ConFu: Contemplate the Future for Better Speculative Sampling¶
Conference: ICLR 2026 arXiv: 2603.08899 Code: To be confirmed Area: Model Compression Keywords: speculative decoding, contemplate tokens, future prediction, MoE, draft model, EAGLE
TL;DR¶
ConFu introduces contemplate tokens into the draft model of speculative decoding, enabling it to anticipate the target model's future generation direction. Combined with a MoE dynamic mechanism and anchor-point sampling training, ConFu achieves 8–11% improvements in acceptance rate and generation speed over EAGLE-3.
Background & Motivation¶
Speculative decoding paradigm: A lightweight draft model proposes candidate token sequences, which are verified in a single forward pass by the target model; batched acceptance accelerates inference. The core metrics are token acceptance rate and end-to-end speedup ratio.
EAGLE series as current SOTA: EAGLE-1/2/3 progressively refine the draft head architecture (single-layer Transformer + target model hidden states), establishing the strongest baselines for speculative decoding.
Core problem — error accumulation: Existing draft models generate solely conditioned on the current prefix; as the number of draft steps increases, errors propagate and accumulate from upstream draft tokens, causing the draft distribution to drift away from the target distribution and degrading acceptance rates.
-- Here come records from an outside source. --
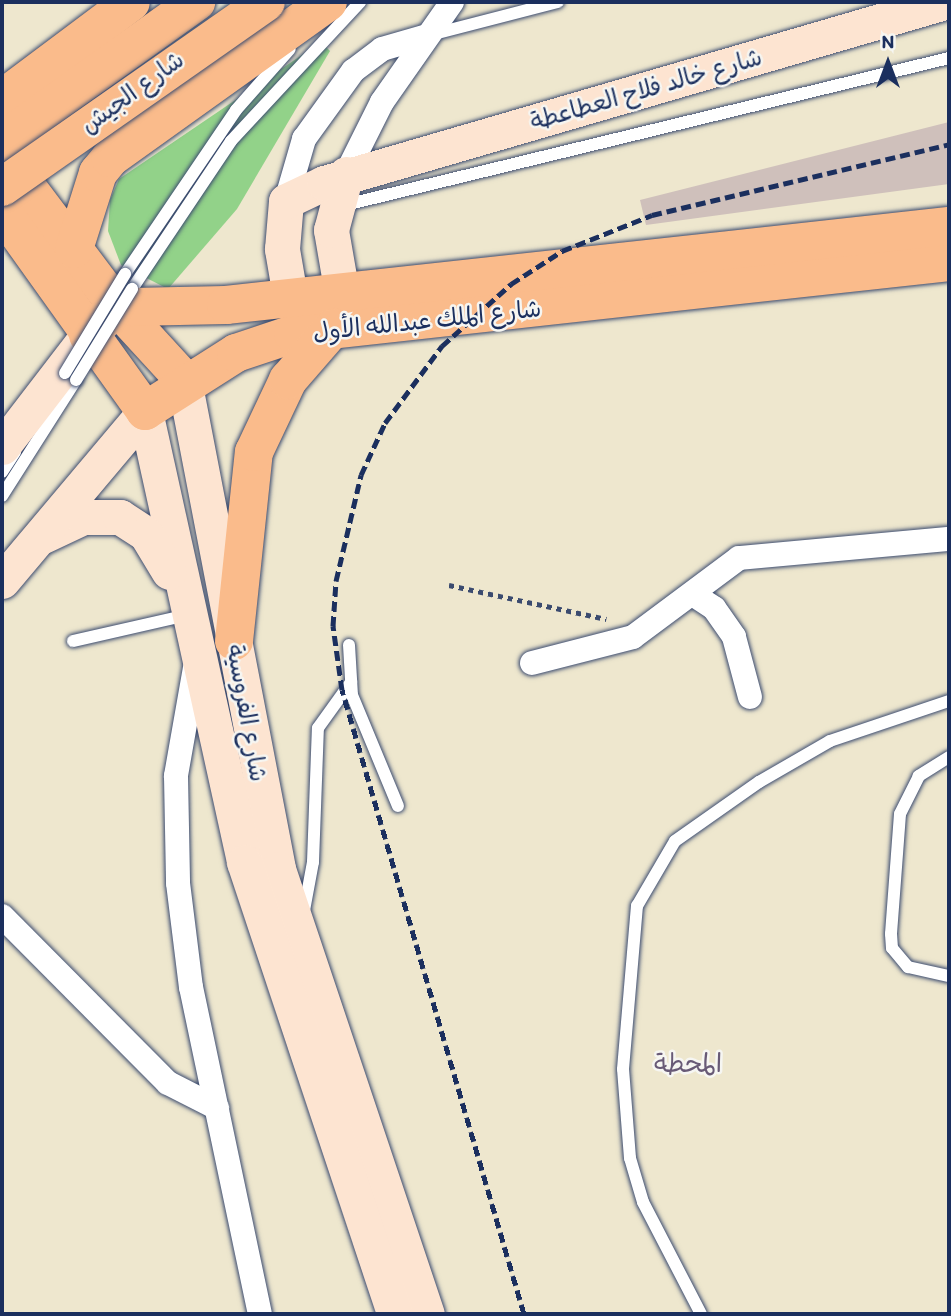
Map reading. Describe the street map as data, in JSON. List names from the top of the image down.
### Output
{
  "streets": {
    "main road": [
      "شارع خالد فلاح العطاعطة",
      "شارع الجيش",
      "شارع الملك عبدالله الأول",
      "شارع الفروسية"
    ]
  },
  "crossings": [
    ["شارع الملك عبدالله الأول", "شارع الفروسية"]
  ],
  "districts": ["المحطة"],
  "north": "top"
}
Key insight: If the draft model could access the target model's current "line of thought"—high-level semantic intent rather than specific tokens—it could generate candidates that better align with the target trajectory and reduce verification rejections.
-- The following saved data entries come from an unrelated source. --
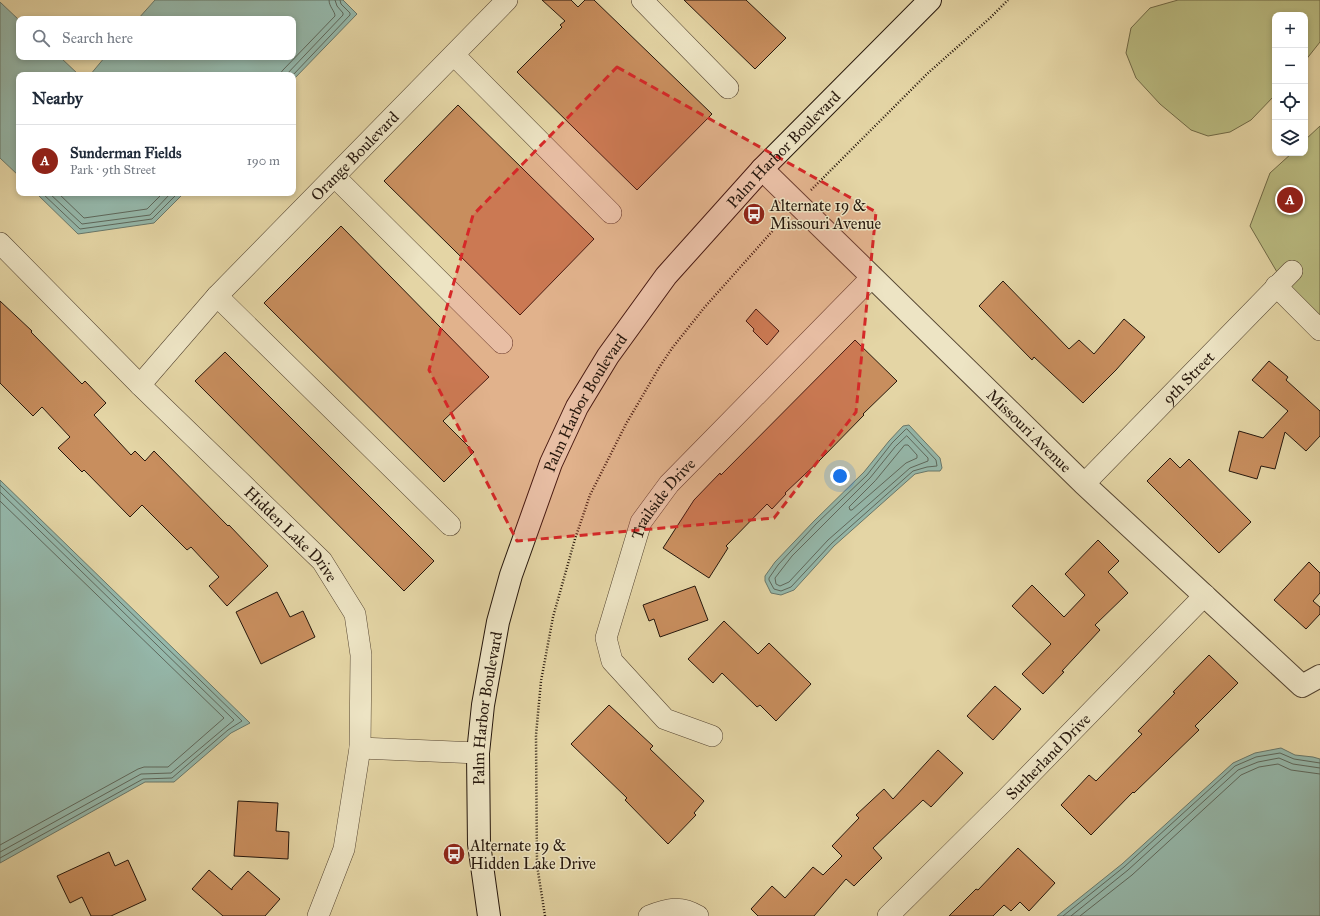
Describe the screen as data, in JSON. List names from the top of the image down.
{
  "streets": {
    "main road": ["Palm Harbor Boulevard", "Missouri Avenue"],
    "street": [
      "Orange Boulevard",
      "9th Street",
      "Trailside Drive",
      "Hidden Lake Drive",
      "Sutherland Drive"
    ]
  },
  "crossings": [
    ["Palm Harbor Boulevard", "Missouri Avenue"],
    ["Orange Boulevard", "Hidden Lake Drive"],
    ["9th Street", "Missouri Avenue"],
    ["Missouri Avenue", "Trailside Drive"],
    ["Missouri Avenue", "Sutherland Drive"]
  ],
  "places": {
    "bus stop": ["Alternate 19 & Missouri Avenue", "Alternate 19 & Hidden Lake Drive"]
  },
  "page": {
    "map_buttons": ["+", "−"],
    "search": "Search here",
    "heading": "Nearby",
    "list": [
      {
        "mark": "A",
        "name": "Sunderman Fields",
        "note": "Park · 9th Street",
        "value": "190 m"
      }
    ],
    "pins": "A"
  }
}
Latent reasoning inspiration: Works such as COCONUT demonstrate that LLMs can produce continuous "thinking tokens" as intermediate reasoning states, but at the cost of multiple forward passes. Pause tokens (Goyal et al.) can yield additional computation "for free" within parallel computation.
Method¶
Core Innovation 1: Contemplate Tokens + Soft Prompts¶
- Learnable soft prompt tokens (in the KV cache dimension) are prepended to the target model's input, with a contemplate token appended at the end.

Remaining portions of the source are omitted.